Keep only those lines of the records that include the string "margin".

^^^^^^^^

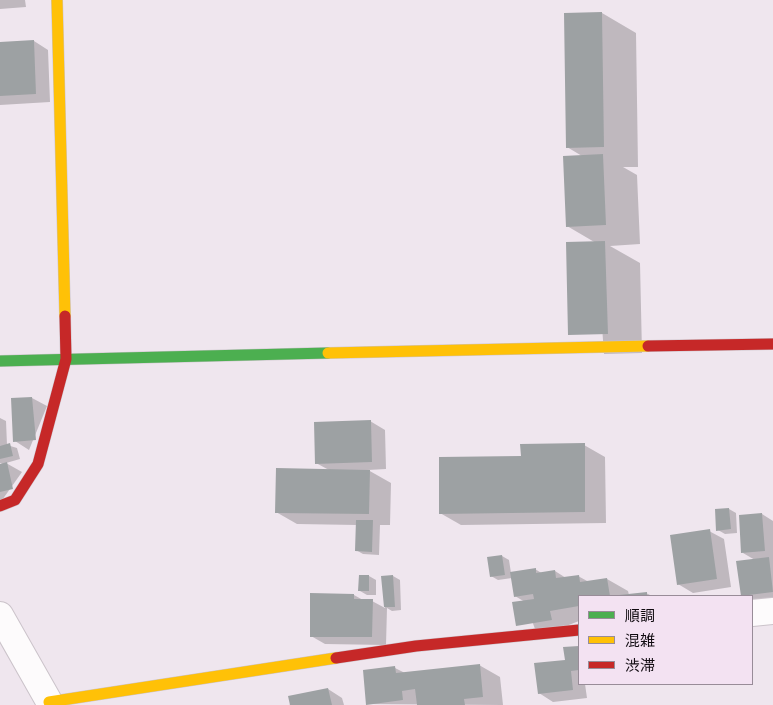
<!DOCTYPE html>
<html>
<head>
<meta charset="utf-8">
<style>
	body { margin:0 }
	#map { position:relative; width:773px; height:705px; overflow:hidden; background:#efe6ee; font-family:"Archivo Narrow","Noto Sans JP",sans-serif }
	canvas { display:block }
	.legend { position:absolute; left:578px; top:595px; width:175px; height:90px; box-sizing:border-box; background:#f3e2f2; border:1px solid #988c98; margin:0; padding:6px 9px; list-style:none; font-size:15px; color:#100b10 }
	.legend li { display:flex; align-items:center; gap:10px; height:25px }
	.legend b { width:25px; border:1px solid #988c98 }
</style>
</head>
<body>
<div id="map">
<canvas width="773" height="705"></canvas>
<ul class="legend">
<li><b style="height:6px;background:#4caf50"></b>順調</li>
<li><b style="height:6px;background:#ffc107"></b>混雑</li>
<li><b style="height:6px;background:#c62828"></b>渋滞</li>
</ul>
</div>
<script>
const g = document.querySelector('canvas').getContext('2d');
g.lineJoin = 'round';
function fill(path, color) { g.fillStyle = color; g.fill(path, 'evenodd'); }
function trace(path, color, width, dash) { g.strokeStyle = color; g.lineWidth = width; g.lineCap = dash ? 'butt' : 'round'; g.setLineDash(dash || []); g.stroke(path); }
fill(new Path2D(`
	M0,0h25l1,7 -26,2z
	M602,13l34,20 2,134h-15l14,8 3,69 -30,2 30,17 2,90 -38,1 -8,-111 -29,-17 15,-70 -15,-9z
	M34,41l14,9 2,52 -50,3v-62z
	M32,398l15,8 -18,44 -14,-9 -3,-41z
	M0,418l6,3 1,24 10,3 3,11 -14,4 16,9 -22,31v-38l3,-1 -3,-1z
	M370,421l15,9 1,39 -18,1 23,13 -1,42h-10l-1,30 -16,-1 -7,-4 1,-25 -60,-1 -21,-12 53,-42 -13,-7z
	M584,445l21,12 1,66 -145,2 -21,-12 82,-56z
	M729,509l7,4 1,20 -12,1 -7,-4z
	M762,514l11,7v81l-21,-1v-5l-10,-1 13,-35 -12,-7z
	M709,531l15,8 7,48 -38,6 -15,-9z
	M502,556l7,4 2,13 24,-4 8,5 12,-3 11,7 12,-2 11,6 18,-3 21,12 1,4 17,-2 6,3h-73v25l-41,16 -13,-35 -10,-6 -3,-18 -14,2 -7,-4z
	M369,576l7,4v15h-9l-7,-4z
	M393,576l7,4 1,30 -9,1 -5,-3 -1,37 -61,-1 -14,-8 43,-41 9,5 9,1 13,7 -2,-31z
	M579,647v37h6l2,14 -34,4 -14,-9 27,-32 -1,-12z
	M479,665l21,12 3,28 -135,-1 27,-36 10,5z
	M328,689l14,9 2,7h-55z`), '#0003');
fill(new Path2D(`
	M602,12l2,135 -38,1 -2,-135z
	M34,40l2,54 -36,2v-54z
	M603,154l3,71 -40,2 -3,-71z
	M605,241l3,93 -40,1 -2,-93z
	M32,397l4,43 -23,2 -2,-44z
	M371,420l1,42 -57,2 -1,-42z
	M10,443l3,13 -13,3v-13z
	M585,443v69l-146,2v-57l82,-1 -1,-12z
	M7,462l6,27 -13,3v-28z
	M276,468l94,2 -1,44 -94,-1z
	M729,508l2,21 -15,2 -1,-22z
	M762,513l3,38 -24,2 -2,-38z
	M356,520h17l-1,32 -17,-1z
	M710,529l7,50 -40,6 -7,-50z
	M502,555l3,20 -15,2 -3,-20z
	M769,557l4,35 -32,4 -5,-35z
	M536,568v5l19,-3 1,8 23,-3 1,7 27,-4 3,18h-31v10l-29,5 2,9 -36,6 -4,-24 22,-3 -1,-5 -19,3 -4,-25z
	M359,575h10v16h-11z
	M393,575l2,32h-11l-3,-31z
	M647,592v4h-28v-1z
	M310,593l44,1v5h19l-1,38h-62z
	M579,646v24l-8,1 2,19 -35,4 -4,-31 31,-3 -2,-13z
	M480,664l3,33 -19,2 1,6h-48l-2,-16 -13,2 1,9 -37,5 -3,-35 32,-4 1,7z
	M328,688l4,17h-42l-2,-9z`), '#9da1a3');
const street = new Path2D(`
	M752,613l21,-2
	M0,615l51,90`);
const fast = new Path2D(`
	M0,361l328,-8`);
const slow = new Path2D(`
	M57,0l8,316
	M328,353l320,-7
	M49,702l287,-44`);
const jam = new Path2D(`
	M648,346l125,-2
	M0,506l15,-6 23,-36 28,-105 -1,-43
	M336,658l80,-12 163,-16`);
trace(street, '#cbc3ca', 28);
trace(fast, '#cbc3ca', 12);
trace(slow, '#cbc3ca', 12);
trace(jam, '#cbc3ca', 12);
trace(street, '#fdfbfc', 26);
trace(fast, '#4caf50', 11);
trace(slow, '#ffc107', 11);
trace(jam, '#c62828', 11);
</script>
</body>
</html>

^^^^^^^^

### [SOLUTION TO THIS PROBLEM]
	body { margin:0 }
	.legend { position:absolute; left:578px; top:595px; width:175px; height:90px; box-sizing:border-box; background:#f3e2f2; border:1px solid #988c98; margin:0; padding:6px 9px; list-style:none; font-size:15px; color:#100b10 }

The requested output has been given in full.